Vollflugsimulator der Stufe D
Eine hydraulisch oder elektrisch bewegte Nachbildung des Cockpits, die so originalgetreu zertifiziert ist, dass ein Pilot darin eine vollständige Musterberechtigung erwerben und bei seinem ersten Flug im echten Flugzeug legal Passagiere befördern kann. Jeder Airline-Pilot kehrt ungefähr alle sechs Monate zu einem solchen zurück, um die Fehler zu üben, denen niemand zuerst in der Luft begegnen möchte.
Wie man daran scheitert
Kommt dorthin
Continuation Bias – das Vordringen in schlechter werdendes Wetter, weil das Ziel nahe ist und die Passagiere warten – bleibt der klassische Killer von Privatpiloten und eine überwachte Bedrohung im Flugbetrieb. Eine Studie der University of Illinois aus dem Jahr 1954 ergab, dass Piloten ohne Instrumentenflug, die in die Wolke flogen, im Durchschnitt nach 178 Sekunden die Kontrolle verloren; Die Nummer wird noch unterrichtet.

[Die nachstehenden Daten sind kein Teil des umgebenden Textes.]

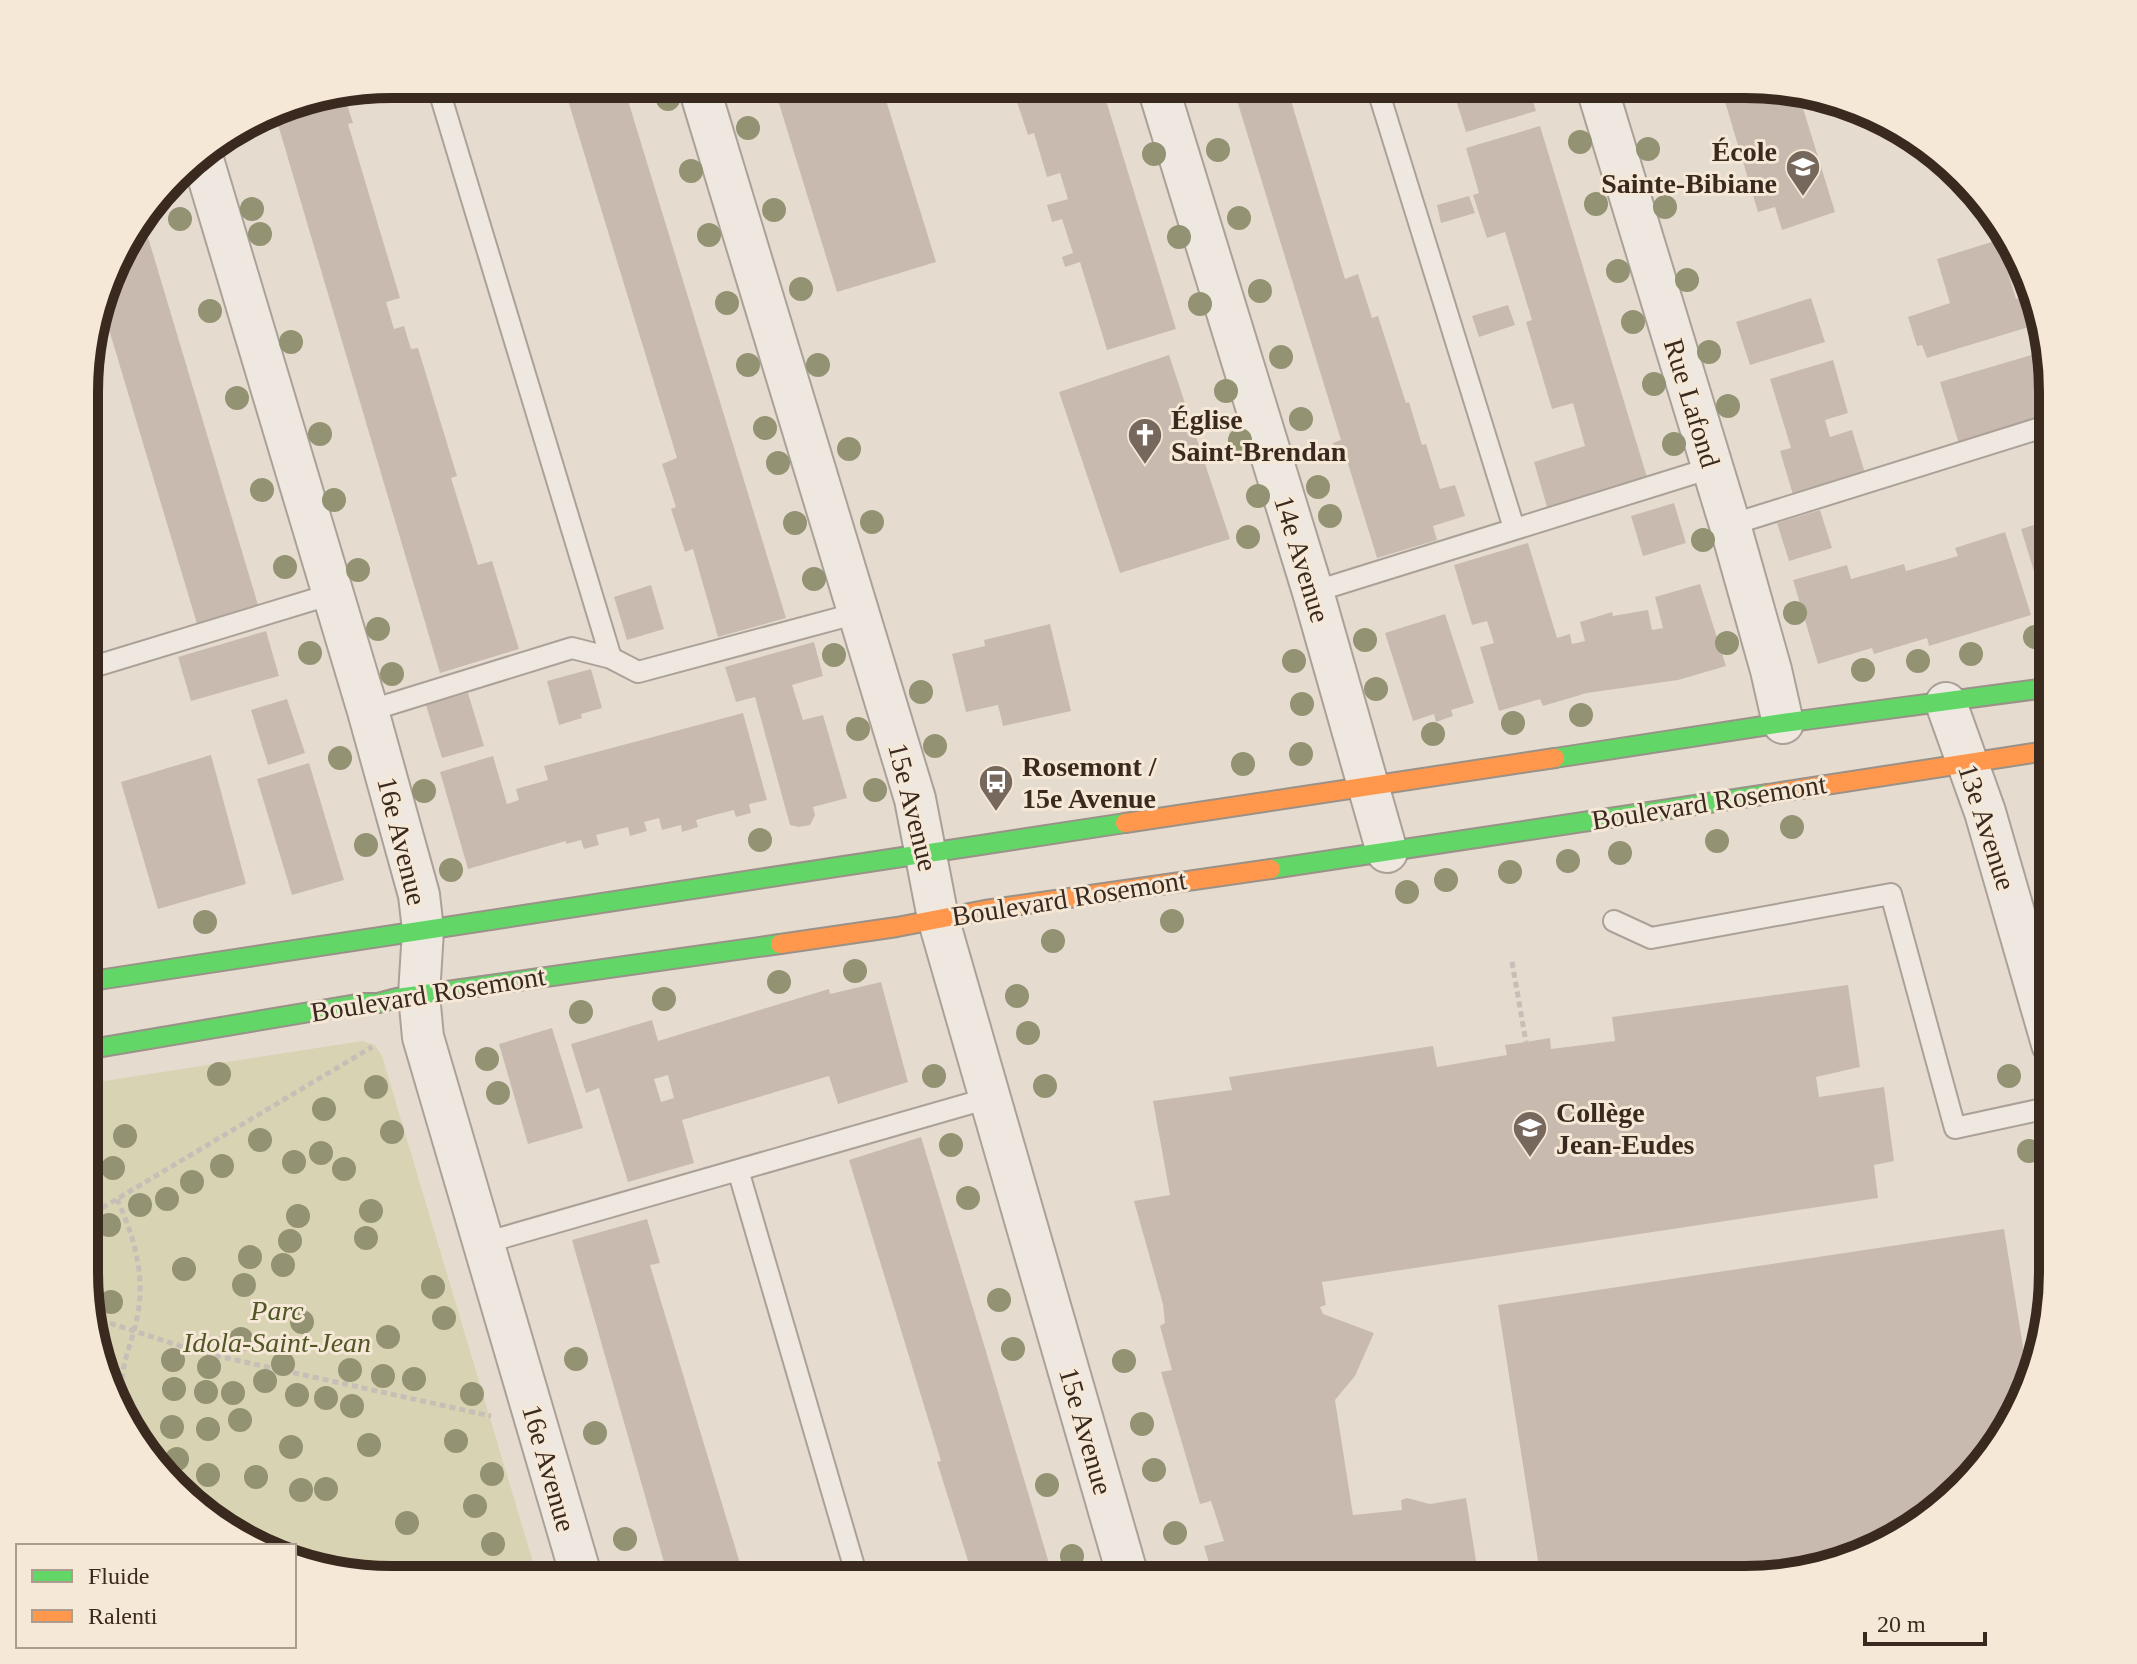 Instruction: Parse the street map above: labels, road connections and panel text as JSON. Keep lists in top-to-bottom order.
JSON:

Selbstzufriedenheit mit der Automatisierung
Besatzungen, die handwerkliche Fähigkeiten durch Systemmanagementfähigkeiten ersetzen lassen, können hilflos zurückbleiben, wenn die Automatisierung aufhört: Nachdem die Air France 447 2009 nach einem kurzen Ausfall des Fluggeschwindigkeitssensors im Atlantik abgestürzt war, drängten Aufsichtsbehörden weltweit das Training für manuelle Handhabung und Störungsbehebung wieder in die wiederkehrenden Kontrollen. Der Autopilot fliegt besser als Sie, bis er plötzlich überhaupt nicht mehr fliegt.
Müdigkeit und Pendeln
Dienstpläne überschreiten Zeitzonen und Körperuhren auf eine Weise, die durch Dienstzeitregeln nur teilweise gelindert werden kann, und der Colgan-Absturz 2009 in der Nähe von Buffalo – wo beide Piloten vor dem Dienst über Nacht gependelt waren – rückte Müdigkeit in den Mittelpunkt der US-Regelsetzung. Das berufliche Scheitern ist nicht das Gefühl der Müdigkeit; Das heißt es nicht, denn „dienstuntauglich“ fühlt sich wie Schwäche an, bis die Fackel schief geht.